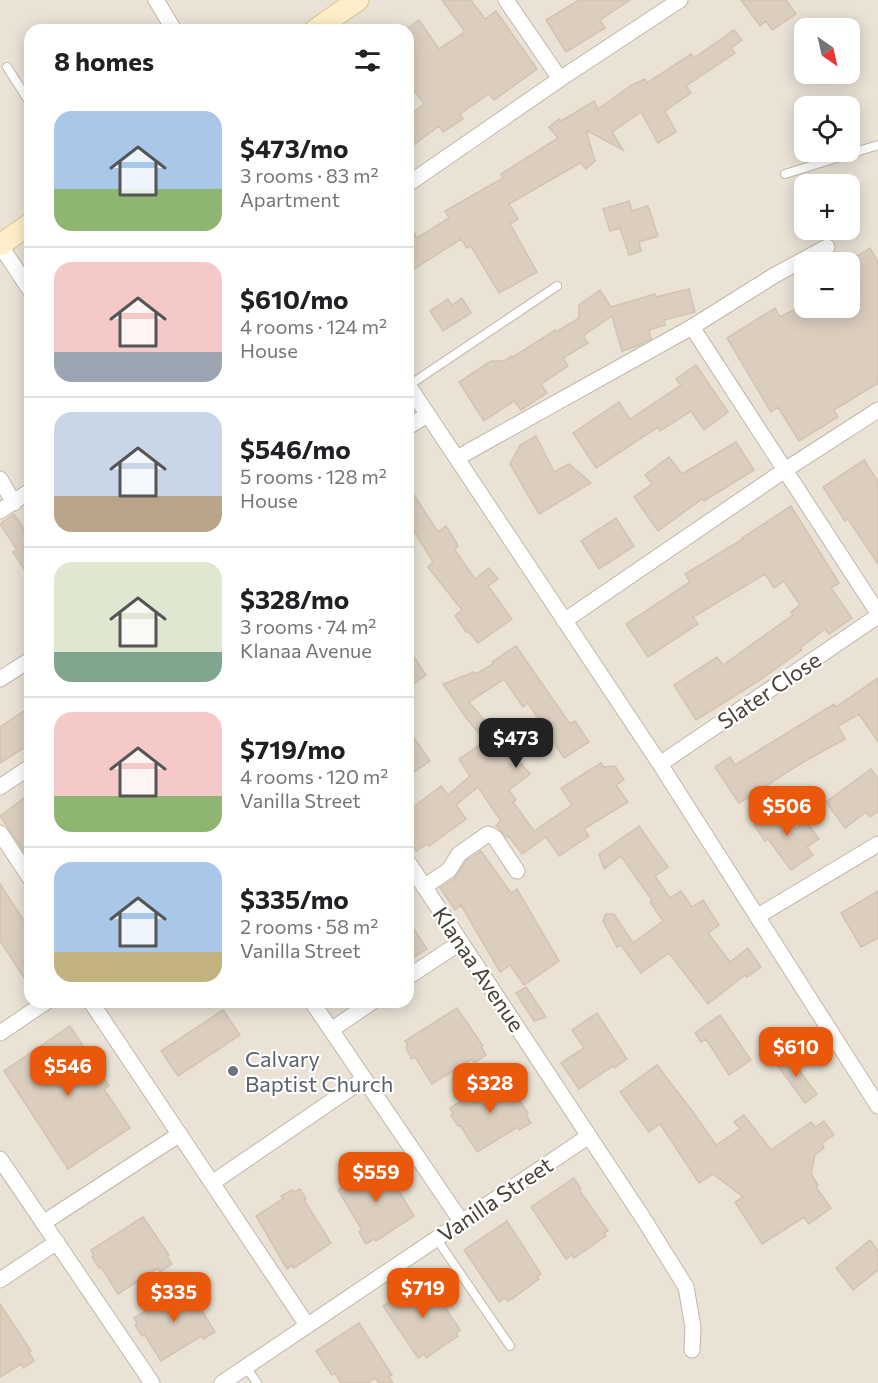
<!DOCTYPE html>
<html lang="en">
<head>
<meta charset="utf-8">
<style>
	body { margin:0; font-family:Commissioner,sans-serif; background:#f2f2f2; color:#202124; height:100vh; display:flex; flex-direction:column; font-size:22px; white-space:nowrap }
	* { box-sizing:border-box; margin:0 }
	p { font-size:20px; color:#757577 }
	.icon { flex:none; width:33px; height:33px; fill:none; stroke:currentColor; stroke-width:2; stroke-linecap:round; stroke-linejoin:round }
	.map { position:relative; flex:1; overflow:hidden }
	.drawer { position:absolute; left:24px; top:24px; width:390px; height:984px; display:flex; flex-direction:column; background:#fff; border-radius:18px; box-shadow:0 3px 15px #0003 }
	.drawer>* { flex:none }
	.needle { width:39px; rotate:146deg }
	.buttons { position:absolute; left:794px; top:18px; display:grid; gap:12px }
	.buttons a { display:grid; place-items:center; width:66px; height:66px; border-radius:12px; background:#fff; box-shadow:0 3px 15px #0003; font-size:30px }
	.price { position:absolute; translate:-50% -51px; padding:0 14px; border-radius:12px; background:#ea580c; color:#fff; font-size:20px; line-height:39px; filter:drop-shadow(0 2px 3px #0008) }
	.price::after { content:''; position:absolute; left:50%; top:36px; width:18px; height:14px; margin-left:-9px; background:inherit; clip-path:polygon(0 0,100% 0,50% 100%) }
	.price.active { background:#222; color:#fff }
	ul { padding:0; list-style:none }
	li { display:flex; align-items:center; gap:18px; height:150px; padding:0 30px }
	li+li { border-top:2px solid #e0e0e0 }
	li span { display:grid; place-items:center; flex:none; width:168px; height:120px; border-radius:18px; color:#555 }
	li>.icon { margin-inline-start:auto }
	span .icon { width:72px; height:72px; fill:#fffc; stroke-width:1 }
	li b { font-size:26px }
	h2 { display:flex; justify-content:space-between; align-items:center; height:72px; padding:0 30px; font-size:26px }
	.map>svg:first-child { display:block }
</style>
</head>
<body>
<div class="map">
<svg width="878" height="1383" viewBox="0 0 878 1383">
	<rect width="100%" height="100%" fill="#f5f0e8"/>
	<path fill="#e9e2d5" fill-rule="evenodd" d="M0,0H878V1383H0ZM804,28H849V74H804ZM30,30H408V1002H30ZM804,106H849V152H804ZM804,184H849V230H804ZM804,262H849V308H804Z"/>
	<path fill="#dbcebf" stroke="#d3c3af" stroke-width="1.5" d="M442,0H471L485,19L496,11L537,69L494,100L489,94L486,96L460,114L463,119L443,132L439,126L408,149V116L424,104L408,82V28L419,20L439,49L465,32Z
		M579,0H630L600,20L605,28L566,52L546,20Z
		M741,0H786L796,14L772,30L766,21L760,26Z
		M734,30L742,40L731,48L735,53L686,86L691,93L665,111L676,132L658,143L641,112L612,132L623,150L586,130L595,161L586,169L580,163L509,204L518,219L510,224L537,272L499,293L471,246L467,248L461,239L408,273V223L417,238L449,218L445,211L503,178L501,174L558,138L549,127L559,119L561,121L594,101L598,109L632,85L645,79L647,83L691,54L694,58Z
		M629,201L632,211L648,206L658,236L639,242L641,251L629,255L620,228L610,231L603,209Z
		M870,248L878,262V383L834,410L838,417L799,441L778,407L771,412L727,338L775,308L780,317L797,308H849V261Z
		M689,289L695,312L664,320L665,325L649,330L651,339L637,346L622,351L612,316L583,336L588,343L563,358L568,366L541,384L547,393L521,410L514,401L484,421L459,382L491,361H504L512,356L513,357L555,330L556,332L579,318V305L600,290L611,307L655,294L656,297Z
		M462,298L471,313L443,331L430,311L448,299L452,305Z
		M696,365L728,412L704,430L691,411L660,431L658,427L596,468L573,433L619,402L630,419L681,385L676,379Z
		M536,436L554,472L569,464L591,483L539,514L510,464L520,445Z
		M736,442L754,470L704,501L702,499L658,531L634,497L652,484L645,475L669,457L682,474Z
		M864,460L878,481V564L848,519L845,521L823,487Z
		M408,486L438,532L446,526L458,545L455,550L475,579L489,568L498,579L488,586L512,619L478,643L469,632H466L455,616L462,610L428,567L433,562L408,521Z
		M791,506L839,583L831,588L852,618L829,634L825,629L800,648L802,650L757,682L696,720L674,685L717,657L723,665L793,615L791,612L800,605L784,581L774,588L765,574L693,617L698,624L648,657L626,624L690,582L685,574L743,539L742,538Z
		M14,514L30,539V578L13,552L17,550L0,524Z
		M616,518L634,546L599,569L581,541Z
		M516,646L570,724L575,721L589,742L564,758L528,703L523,707L504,679L469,702L530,774L509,790L516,800L513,802L534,831L572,805L561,788L601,763L604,767L615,766L624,780L616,785L628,802L584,829L589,836L559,856L546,837L522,854L509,837H506L496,825L501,821L478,787L456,805L466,819L429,846L427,844L416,851L408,838V811L441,786L448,795L470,776L459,759L486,741L467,719L443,684L474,672L476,674L493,664L492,662Z
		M408,648L426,675L408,688Z
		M878,678V742L859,714L838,726L845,739L800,764L739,803L715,767L730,757L735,765L834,704L836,707Z
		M30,707V744L0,763V727Z
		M408,729L430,761L408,776Z
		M871,769L878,778V811L870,817L866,812L845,828L826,802Z
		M30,794V860L0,816Z
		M781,806L796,829L806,821L819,839L807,847L813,855L791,870L768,839L765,841L754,825Z
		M639,826L668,867L655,876L670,898L681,891L692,907L703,900L719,925L708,933L730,962L748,948L761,967L747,977L745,975L708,1004L669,953L641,973L621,945L617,947L603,921L606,914H614L633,943L663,921L650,902L652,900L621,856L604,869L599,854Z
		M481,851L511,893L517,889L559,961L524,985L510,965L500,972L461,905L455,910L440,888L455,878L466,861Z
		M0,884L30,930V987L0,941Z
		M878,891V938L861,947L841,913Z
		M408,920L427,949L408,961Z
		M526,987L546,1017L534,1021L516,993Z
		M457,1008L483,1046L481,1047L486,1055L474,1063L472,1059L432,1084L415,1057L412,1059L406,1048L408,1046L405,1041Z
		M223,1010L240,1035L178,1076L161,1051Z
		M597,1013L627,1059L614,1068L613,1066L579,1089L561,1063L584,1048L572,1030Z
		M720,1015L751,1060L729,1075L706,1039L701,1042L695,1033Z
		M70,1026L109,1086L104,1089L130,1128L68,1169L4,1071Z
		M787,1054L817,1094L805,1103L775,1062Z
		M657,1065L693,1112L716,1145L740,1129L734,1122L744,1115L771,1150L811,1122L815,1127L824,1121L834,1135L822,1143L824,1148L815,1155L811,1174L818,1185L816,1187L831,1208L809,1224L804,1217L762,1244L735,1202L743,1197L713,1174L699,1183L660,1124L649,1132L620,1092Z
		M502,1075L528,1113L526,1115L531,1123L519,1130L518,1127L477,1152L460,1125L458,1126L451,1115L453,1114L450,1108Z
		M382,1163L414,1216L376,1241L374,1239L366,1244L359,1232L362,1230L338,1190L365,1173L363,1171L375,1164L376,1167Z
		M574,1178L581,1189L579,1190L608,1231L604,1233L606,1236L574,1258L572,1255L566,1259L531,1207Z
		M300,1189L306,1199L304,1200L331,1243L294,1268L292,1265L287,1269L256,1216L283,1199L281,1196L292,1190L294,1192Z
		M143,1217L169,1255L167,1256L172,1264L160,1272L158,1268L118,1294L101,1267L99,1268L92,1257L94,1256L91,1250Z
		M507,1221L541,1274L537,1276L539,1279L513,1298L508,1301L505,1298L499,1302L464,1250Z
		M870,1240L878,1251V1270L853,1290L836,1268Z
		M426,1278L460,1330L456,1333L458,1336L436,1351L426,1358L424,1354L418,1358L383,1306Z
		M186,1285L215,1332L203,1339L201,1336L161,1361L144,1334L142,1336L135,1325L137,1323L134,1318Z
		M0,1304L31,1351L29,1352L34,1361L23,1368L21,1364L0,1377Z
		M359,1323L392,1375L389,1377L393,1383H379L375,1378L368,1383H341L335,1373L332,1375L316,1351Z"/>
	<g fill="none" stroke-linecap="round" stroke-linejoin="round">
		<g stroke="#c1b7a9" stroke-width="10">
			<path id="lane" d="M7,67L30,103
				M785,174L878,145
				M408,386L557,286
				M436,1238L510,1346
				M246,1367L257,1383"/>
		</g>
		<g stroke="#c1b7a9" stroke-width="17">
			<path id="street" d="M156,0L174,30
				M506,0L560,79
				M408,184L560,79L680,0
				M0,245L30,290
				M692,327L878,613
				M408,385L660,764L878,1106
				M408,427L427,415
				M457,458L692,327L775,275L827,247
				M0,479L14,503
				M0,511L30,491
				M564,621L785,470L878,410
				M0,679L30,660
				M660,764L878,616
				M0,787L30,767
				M0,833L30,878
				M408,862L643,1218L686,1287L693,1327L692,1350
				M424,887L449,870L459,854L488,834L491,835L495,838L517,871
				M758,916L878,844
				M408,977L461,942
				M91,1002L307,1325
				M312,1002L461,1221
				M331,1030L372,1002
				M0,1033L46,1002
				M0,1159L152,1383
				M212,1183L364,1079
				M43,1223L180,1134
				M0,1280L57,1242
				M222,1383L589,1136"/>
		</g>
		<g stroke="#dcc596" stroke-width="23">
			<path id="secondary" d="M315,30L358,0
				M0,245L30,224"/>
		</g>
		<use href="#lane" stroke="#fff" stroke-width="8"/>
		<use href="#street" stroke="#fff" stroke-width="15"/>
		<use href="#secondary" stroke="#ffeec8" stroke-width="21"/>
	</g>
	<circle fill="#6b7280" stroke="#fff" stroke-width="2" cx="233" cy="1071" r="6"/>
	<g text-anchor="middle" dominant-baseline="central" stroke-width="4.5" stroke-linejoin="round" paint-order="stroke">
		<g font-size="22" fill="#494036" stroke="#fff">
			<text transform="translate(769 690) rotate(-34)">Slater Close</text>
			<text transform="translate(479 969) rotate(56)">Klanaa Avenue</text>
			<text transform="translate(495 1199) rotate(-34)">Vanilla Street</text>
		</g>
		<g font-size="22" fill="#5b616d" stroke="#fff" text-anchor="start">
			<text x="245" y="1058">Calvary<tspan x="245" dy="25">Baptist Church</tspan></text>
		</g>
	</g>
</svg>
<div class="buttons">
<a><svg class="needle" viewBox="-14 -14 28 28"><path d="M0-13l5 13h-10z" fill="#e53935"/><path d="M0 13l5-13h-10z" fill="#757577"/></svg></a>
<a><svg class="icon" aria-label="locate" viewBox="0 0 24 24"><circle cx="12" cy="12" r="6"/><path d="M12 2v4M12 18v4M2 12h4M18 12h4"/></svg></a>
<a>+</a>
<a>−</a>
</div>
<b class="price active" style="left:516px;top:769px">$473</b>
<b class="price" style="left:787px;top:837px">$506</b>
<b class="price" style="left:796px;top:1078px">$610</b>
<b class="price" style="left:68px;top:1097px">$546</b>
<b class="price" style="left:490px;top:1114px">$328</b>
<b class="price" style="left:376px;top:1203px">$559</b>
<b class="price" style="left:423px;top:1319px">$719</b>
<b class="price" style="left:174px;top:1323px">$335</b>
<section class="drawer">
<h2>8 homes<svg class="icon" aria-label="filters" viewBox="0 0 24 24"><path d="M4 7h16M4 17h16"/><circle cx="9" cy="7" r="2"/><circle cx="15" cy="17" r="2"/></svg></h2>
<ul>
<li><span style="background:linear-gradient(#a9c7e8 65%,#8fb573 0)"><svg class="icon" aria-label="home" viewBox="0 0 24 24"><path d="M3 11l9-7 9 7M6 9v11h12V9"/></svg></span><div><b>$473/mo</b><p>3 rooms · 83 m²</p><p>Apartment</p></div></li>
<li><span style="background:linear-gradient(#f6c9c9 75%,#9aa5b1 0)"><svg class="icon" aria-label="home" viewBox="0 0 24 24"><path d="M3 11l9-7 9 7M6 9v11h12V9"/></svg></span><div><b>$610/mo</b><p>4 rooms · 124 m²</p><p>House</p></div></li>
<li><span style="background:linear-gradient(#c9d6e8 70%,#b9a48a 0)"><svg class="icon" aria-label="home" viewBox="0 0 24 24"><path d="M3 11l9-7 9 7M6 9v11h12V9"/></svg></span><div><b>$546/mo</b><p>5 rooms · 128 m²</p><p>House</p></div></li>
<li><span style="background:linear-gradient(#dfe7d0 75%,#7fa58c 0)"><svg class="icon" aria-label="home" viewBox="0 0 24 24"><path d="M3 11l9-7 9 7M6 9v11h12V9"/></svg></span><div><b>$328/mo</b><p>3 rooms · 74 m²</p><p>Klanaa Avenue</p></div></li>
<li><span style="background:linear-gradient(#f6c9c9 70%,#8fb573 0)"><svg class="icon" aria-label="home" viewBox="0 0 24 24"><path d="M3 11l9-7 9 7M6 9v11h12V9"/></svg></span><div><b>$719/mo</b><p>4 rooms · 120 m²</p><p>Vanilla Street</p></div></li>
<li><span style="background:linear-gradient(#a9c7e8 75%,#c2b280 0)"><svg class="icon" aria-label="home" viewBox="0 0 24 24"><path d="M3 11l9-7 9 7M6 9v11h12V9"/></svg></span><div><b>$335/mo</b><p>2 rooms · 58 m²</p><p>Vanilla Street</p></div></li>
</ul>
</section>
</div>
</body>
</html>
════════════════
In the listing above, find every line with the word "linecap" and copy it.

## SOLUTION TO THIS PROBLEM
	.icon { flex:none; width:33px; height:33px; fill:none; stroke:currentColor; stroke-width:2; stroke-linecap:round; stroke-linejoin:round }
	<g fill="none" stroke-linecap="round" stroke-linejoin="round">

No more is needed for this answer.